Markdown coding

Programming with intent, not syntax

August 5, 2025

As I'm building new tools these days, I'm increasingly writing both specs (upstream of code) and test plans (downstream) in Markdown.

I've written before about writing more READMEs as onboarding context for coding agents, and SpecTree is exploring ways to make Markdown specs more composable and reusable.

Recently, when I talk with other builders who are pushing coding agents like Claude Code, Codex, or Jules to produce more code with higher quality, I'm seeing similar patterns popping up -- we spend our calls swapping tips about naming conventions or folder structures for Markdown files, rarely discussing the implementation details downstream from those decisions.

This isn't "vibe coding" or traditional AI pair programming. It's something different -- we're writing instructions in structured English, and using LLMs implicitly as fuzzy "spec compilers" to translate our intents into working code and tests.

It seems useful to give this style of coding a name, so I'm calling it "Markdown coding".

What's going on here?

Why are builders I talk to all writing more Markdown files and trying to figure out what works?

No one told us to do this. But if you use a tool like Claude Code a while, you will come to a similar realization that context, not capability, is the current bottleneck for both quality and quantity of code it produces.

I don't think anyone is near any sort of efficient frontier yet, as models and harnesses keep evolving underneath us.

Markdown is a natural solution, but the problem we're trying to solve is feeding more high quality context to models that can increasingly follow very detailed instructions for more complex tasks. The models are pulling Markdown out of us, as a way of better explaining what we want them to do.

We're still writing (or least reviewing, maybe skimming?) .py or .go or .tsx files, but those are increasingly downstream of higher-leverage Markdown artifacts that determine how our systems behave or get tested.

This talk from Sean Grove at the last AI Eng World's Fair also captures this idea well, from the perspective of a foundation lab trying to specify the desired behavior of a very complex model (as a model card, written in Markdown on Github).

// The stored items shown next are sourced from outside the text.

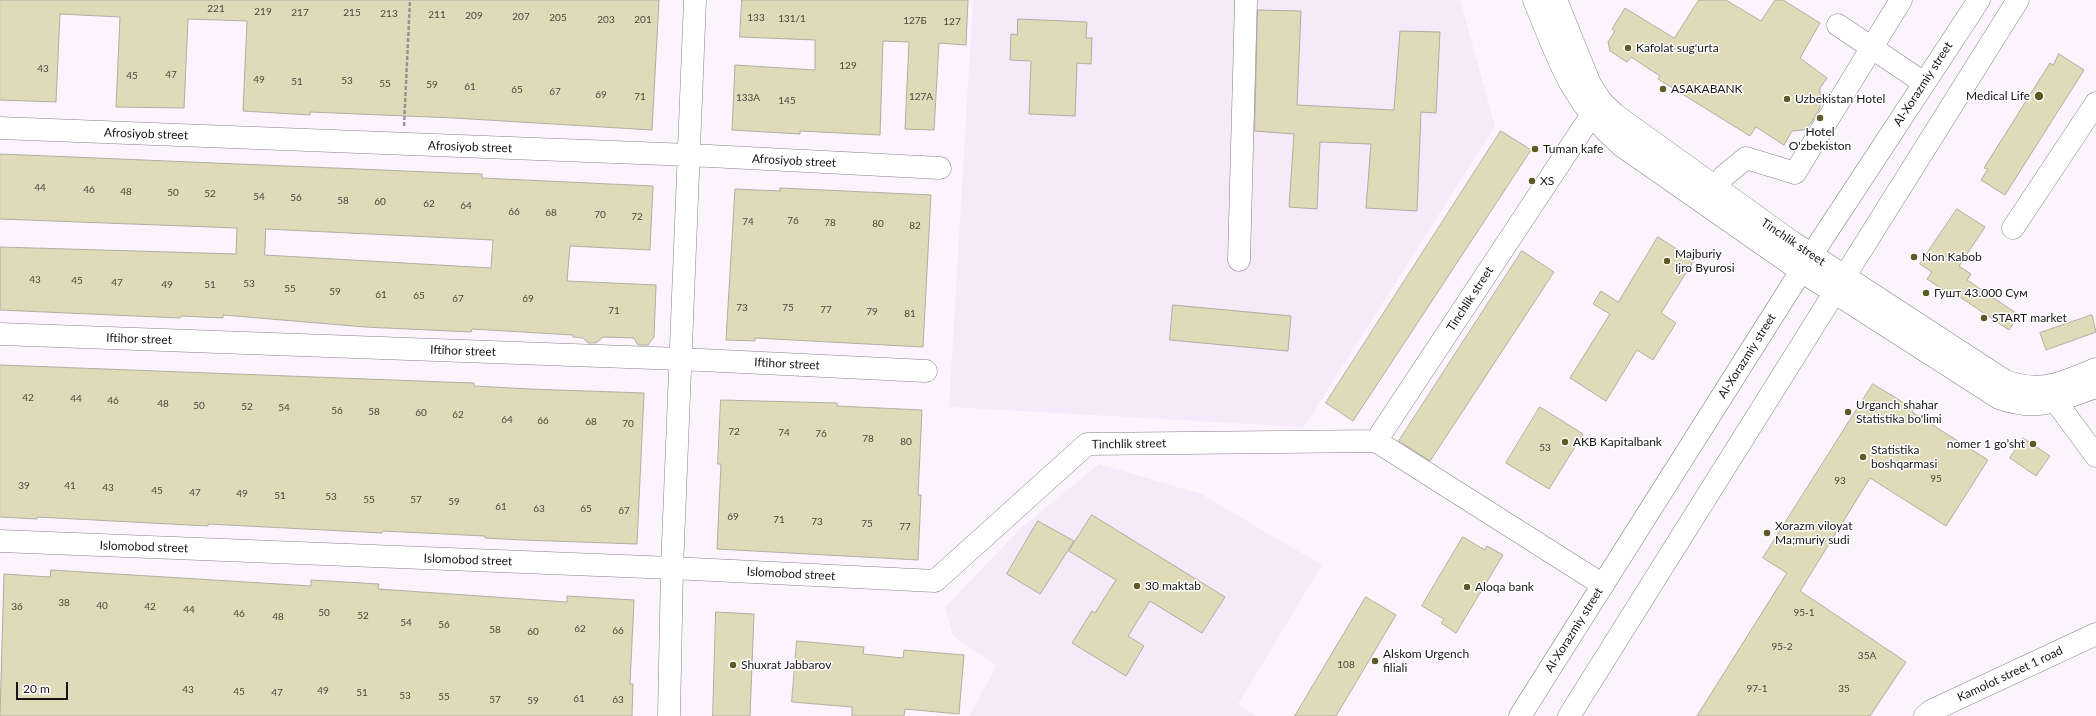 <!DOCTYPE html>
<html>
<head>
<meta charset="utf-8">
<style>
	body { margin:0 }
	#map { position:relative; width:2096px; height:716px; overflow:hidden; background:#fbf4fd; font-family:Lato,sans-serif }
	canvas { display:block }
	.scale { position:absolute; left:16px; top:682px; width:52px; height:18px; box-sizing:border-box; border:2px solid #171418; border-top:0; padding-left:5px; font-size:12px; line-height:14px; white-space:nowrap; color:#171418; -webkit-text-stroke:3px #fff; paint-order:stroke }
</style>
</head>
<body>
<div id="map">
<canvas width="2096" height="716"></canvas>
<div class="scale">20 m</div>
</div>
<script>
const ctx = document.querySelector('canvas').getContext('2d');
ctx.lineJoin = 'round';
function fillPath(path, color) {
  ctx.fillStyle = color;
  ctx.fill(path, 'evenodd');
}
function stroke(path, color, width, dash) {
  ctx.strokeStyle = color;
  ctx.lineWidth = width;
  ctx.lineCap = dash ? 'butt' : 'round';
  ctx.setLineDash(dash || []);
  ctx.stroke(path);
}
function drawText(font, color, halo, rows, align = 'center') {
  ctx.font = font + ' Lato,sans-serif';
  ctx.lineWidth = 3;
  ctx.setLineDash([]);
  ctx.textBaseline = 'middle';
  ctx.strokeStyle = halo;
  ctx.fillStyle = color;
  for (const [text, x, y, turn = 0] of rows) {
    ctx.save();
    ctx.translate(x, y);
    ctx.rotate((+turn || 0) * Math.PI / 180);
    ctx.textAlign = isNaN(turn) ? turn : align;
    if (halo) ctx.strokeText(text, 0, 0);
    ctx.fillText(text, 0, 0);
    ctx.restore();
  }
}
const built = new Path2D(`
	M973,0H1460L1495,126L1304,427L949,407Z
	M1099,464L1201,494L1322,565L1238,704L1256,716H969L997,666L953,636L945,607L1021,528Z`);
const building = new Path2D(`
	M0,0H659L652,130L454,118L310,112V115L243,111L247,21L188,19L184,108L116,107L120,17L60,14L56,102L0,100Z
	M742,0H968L966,45L939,43L934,130L905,129L909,42L883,41L880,135L800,131V134L732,130L735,65L815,70V40L740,37Z
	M1699,0H1726L1761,21L1775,0H1783L1820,23L1800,58L1827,78L1820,88V108L1811,123L1804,130L1792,131L1784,145L1756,127L1750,136L1658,79L1660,76L1631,57L1627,62L1610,51L1608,42L1615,31L1612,29L1625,8L1674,38Z
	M1258,10L1301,11L1297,105L1394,110L1400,31L1440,32L1436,113L1421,112L1417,211L1366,208L1371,144L1320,142L1317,209L1289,207L1294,134L1255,131Z
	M1018,19L1087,22L1086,38H1092L1091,64L1077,63L1075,116L1029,114L1031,61L1010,60L1011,34L1017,35Z
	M2059,54L2084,70L2005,195L1981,180L1988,169L1984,168L2050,63L2053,65Z
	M1501,131L1531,150L1353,421L1326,403Z
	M0,154L453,173L482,174V178L653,186L650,250L570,246L567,281L656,285L654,337L648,345H638L634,338L603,337L596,343H588L583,338L573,337V335L472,329L471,332L365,327L223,315V318L181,316L180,318L0,310V247L236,254L237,228L0,219ZM266,229L493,240L491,268L265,255Z
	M780,188L931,195L923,347L755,338V341L726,340L735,189L780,191Z
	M1957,209L1985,227L1959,266L1971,274L1967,280L2019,315L2009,330L1957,295L1955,298L1927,279L1932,272L1920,264Z
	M1658,237L1694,260L1661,313L1676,323L1653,360L1637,350L1606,401L1570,378L1610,314L1593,304L1601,291L1618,302Z
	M1522,251L1554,272L1430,461L1399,441Z
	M1173,305L1291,316L1288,351L1170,340Z
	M2092,315L2096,332L2046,350L2040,333Z
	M0,365L445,382L474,383V386L530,389L644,393L637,544L523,540L485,538V536L383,531L382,533L208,524V526L37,517V519L0,517Z
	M1873,384L1914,409L1912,412L1988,460L1946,526L1870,478L1800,591L1906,662L1870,716H1697L1787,573L1763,558Z
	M721,400L837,403V406L922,410L918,495H921L918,560L717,549L721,464H718Z
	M1540,407L1583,434L1549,489L1506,463Z
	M2023,438L2050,456L2036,476L2010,458Z
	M1092,515L1225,597L1202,633L1150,601L1128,636L1144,646L1126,676L1072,643L1092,611L1095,613L1116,580L1069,551Z
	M1038,521L1074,541L1040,594L1007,574Z
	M1463,537L1485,550L1487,546L1503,555L1456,633L1441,623L1444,619L1422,606Z
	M51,570L311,586V580L379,584L378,589L567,602V596L634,600L630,684H633L632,716H0L4,574L50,577Z
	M1366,597L1396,615L1336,716H1295Z
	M716,612L754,614L750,716H713Z
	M797,641L864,647L863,654L903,658L904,650L964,655L959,714L905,709L904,716H852V707L792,702Z`);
const path = new Path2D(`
	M404,126L410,0`);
const minor = new Path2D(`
	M1838,25L1924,83
	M0,128L690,155L940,168
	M1716,187L1724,176L1746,158L1795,173L1901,0
	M2013,228L2096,103
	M1239,260L1246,0
	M0,334L681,359L926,371
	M2050,386L2056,402L2096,456
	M1376,441L1591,116
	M0,541L672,568L935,581L1087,444L1376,441L1603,585
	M669,716L672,568L695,0
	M1925,716L1931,711L2096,634`);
const major = new Path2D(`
	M1534,0C1559,61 1571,102 1622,146L1801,271L1999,398C2040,412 2057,400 2096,387
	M1556,0L1590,84L1601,101L1614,114L1792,242L2005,381C2042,394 2061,383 2096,369
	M1520,716L1801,271L1979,0
	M1569,716L2018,0`);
const markers = [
	[1628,48,4,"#5f5925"],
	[1663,89,4,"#5f5925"],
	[2039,96,5,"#5f5925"],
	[1787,99,4,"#5f5925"],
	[1820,118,4,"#5f5925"],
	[1535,149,4,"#5f5925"],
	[1532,181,4,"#5f5925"],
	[1914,257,4,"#5f5925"],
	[1667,261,4,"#5f5925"],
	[1926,293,4,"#5f5925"],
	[1984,318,4,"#5f5925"],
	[1848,412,4,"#5f5925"],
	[1565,442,4,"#5f5925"],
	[2033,444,4,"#5f5925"],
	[1863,457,4,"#5f5925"],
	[1767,533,4,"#5f5925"],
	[1137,586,4,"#5f5925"],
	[1467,587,4,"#5f5925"],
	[1375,661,4,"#5f5925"],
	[733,665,4,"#5f5925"]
];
const numberNames = [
	["221",216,9],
	["219",263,12],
	["217",300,13],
	["215",352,13],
	["213",389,14],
	["211",437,15],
	["209",474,16],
	["207",521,17],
	["205",558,18],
	["133",756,18],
	["131/1",792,19],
	["203",606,20],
	["201",643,20],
	["127Б",915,21],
	["127",952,22],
	["129",848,66],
	["43",43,69],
	["47",171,75],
	["45",132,76],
	["49",259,80],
	["53",347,81],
	["51",297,82],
	["55",385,84],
	["59",432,85],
	["61",470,87],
	["65",517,90],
	["67",555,92],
	["69",601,95],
	["71",640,97],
	["127А",921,97],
	["133А",748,98],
	["145",787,101],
	["44",40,188],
	["46",89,190],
	["48",126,192],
	["50",173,193],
	["52",210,194],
	["54",259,197],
	["56",296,198],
	["58",343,201],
	["60",380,202],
	["62",429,204],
	["64",466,206],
	["66",514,212],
	["68",551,213],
	["70",600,215],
	["72",637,217],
	["76",793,221],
	["74",748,222],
	["78",830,223],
	["80",878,224],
	["82",915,226],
	["43",35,280],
	["45",77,281],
	["47",117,283],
	["53",249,284],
	["49",167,285],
	["51",210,285],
	["55",290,289],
	["59",335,292],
	["61",381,295],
	["65",419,296],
	["67",458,299],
	["69",528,299],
	["73",742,308],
	["75",788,308],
	["77",826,310],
	["71",614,311],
	["79",872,312],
	["81",910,314],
	["42",28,398],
	["44",76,399],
	["46",113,401],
	["48",163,404],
	["50",199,406],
	["52",247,407],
	["54",284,408],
	["56",337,411],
	["58",374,412],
	["60",421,413],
	["62",458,415],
	["64",507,420],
	["66",543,421],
	["68",591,422],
	["70",628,424],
	["72",734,432],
	["74",784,433],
	["76",821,434],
	["78",868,439],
	["80",906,442],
	["53",1545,448],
	["95",1936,479],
	["93",1840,481],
	["39",24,486],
	["41",70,486],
	["43",108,488],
	["45",157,491],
	["47",195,493],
	["49",242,494],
	["51",280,496],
	["53",331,497],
	["55",369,500],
	["57",416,500],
	["59",454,502],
	["61",501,507],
	["63",539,509],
	["65",586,509],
	["67",624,511],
	["69",733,517],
	["71",779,520],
	["73",817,522],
	["75",867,524],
	["77",905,527],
	["38",64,603],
	["40",102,606],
	["36",17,607],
	["42",150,607],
	["44",189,610],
	["50",324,613],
	["95-1",1804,613],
	["46",239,614],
	["52",363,616],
	["48",278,617],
	["54",406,623],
	["56",444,625],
	["62",580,629],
	["58",495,630],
	["66",618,631],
	["60",533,632],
	["95-2",1782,647],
	["35А",1867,656],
	["108",1346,665],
	["97-1",1757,689],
	["35",1844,689],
	["43",188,690],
	["49",323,691],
	["45",239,692],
	["47",277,693],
	["51",362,693],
	["53",405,696],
	["55",444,697],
	["61",579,699],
	["57",495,700],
	["63",618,700],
	["59",533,701]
];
const poiNames = [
	["Kafolat sug'urta",1636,48],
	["ASAKABANK",1671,89],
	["Medical Life",2030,96,"right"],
	["Uzbekistan Hotel",1795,99],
	["Hotel",1820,132,"center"],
	["O'zbekiston",1820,146,"center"],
	["Tuman kafe",1543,149],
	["XS",1540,181],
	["Majburiy",1675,254],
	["Ijro Byurosi",1675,268],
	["Non Kabob",1922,257],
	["Гушт 43.000 Сум",1934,293],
	["START market",1992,318],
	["Urganch shahar",1856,405],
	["Statistika bo'limi",1856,419],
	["AKB Kapitalbank",1573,442],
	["nomer 1 go’sht",2025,444,"right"],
	["Statistika",1871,450],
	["boshqarmasi",1871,464],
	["Xorazm viloyat",1775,526],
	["Ma;muriy sudi",1775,540],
	["30 maktab",1145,586],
	["Aloqa bank",1475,587],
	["Alskom Urgench",1383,654],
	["filiali",1383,668],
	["Shuxrat Jabbarov",741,665]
];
const streetNames = [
	["Al-Xorazmiy street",1923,84,-57],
	["Afrosiyob street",146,134,2],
	["Afrosiyob street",470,147,2],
	["Afrosiyob street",794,161,3],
	["Tinchlik street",1793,242,34],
	["Tinchlik street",1470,299,-57],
	["Iftihor street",139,339,2],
	["Iftihor street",463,351,2],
	["Al-Xorazmiy street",1747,356,-58],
	["Iftihor street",787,364,3],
	["Tinchlik street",1129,444,-1],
	["Islomobod street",144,547,2],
	["Islomobod street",468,560,2],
	["Islomobod street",791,574,3],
	["Al-Xorazmiy street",1574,630,-58],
	["Kamolot street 1 road",2010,674,-25]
];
fillPath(built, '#f6e9f9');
fillPath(building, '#dfdab7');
stroke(building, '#afaea3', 1);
stroke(minor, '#878089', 23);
stroke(major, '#878089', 23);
stroke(path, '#959096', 2.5, [4, 2]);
stroke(minor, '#fff', 22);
stroke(major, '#fff', 22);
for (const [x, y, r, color] of markers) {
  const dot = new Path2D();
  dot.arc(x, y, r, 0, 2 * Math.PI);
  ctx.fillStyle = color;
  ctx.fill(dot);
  stroke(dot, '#fff', 1.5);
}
drawText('10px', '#494640', null, numberNames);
drawText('12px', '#171418', '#fff', poiNames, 'left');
drawText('12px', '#171418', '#fff', streetNames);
</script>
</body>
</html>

So why are so many different threads converging on Markdown?

Why Markdown?

John Gruber invented Markdown in 2004 (with help from Aaron Swartz).

It was an elegant, minimally structured form of plain text -- universal, tool agnostic, readable by both humans and computers.

Initially, it was a tool for writing content like blogs or documentation. There are now many static site generators (such as Jekyll or Github Pages) that let you author content in Markdown and render it to various output formats (like HTML or RSS).

You can think of these as Markdown-to-website "compilers". Naturally, this blog post is itself written in Markdown, letting me focus entirely on what I want to say, not details like CSS classes, typography, or mobile responsiveness (still important, but downstream).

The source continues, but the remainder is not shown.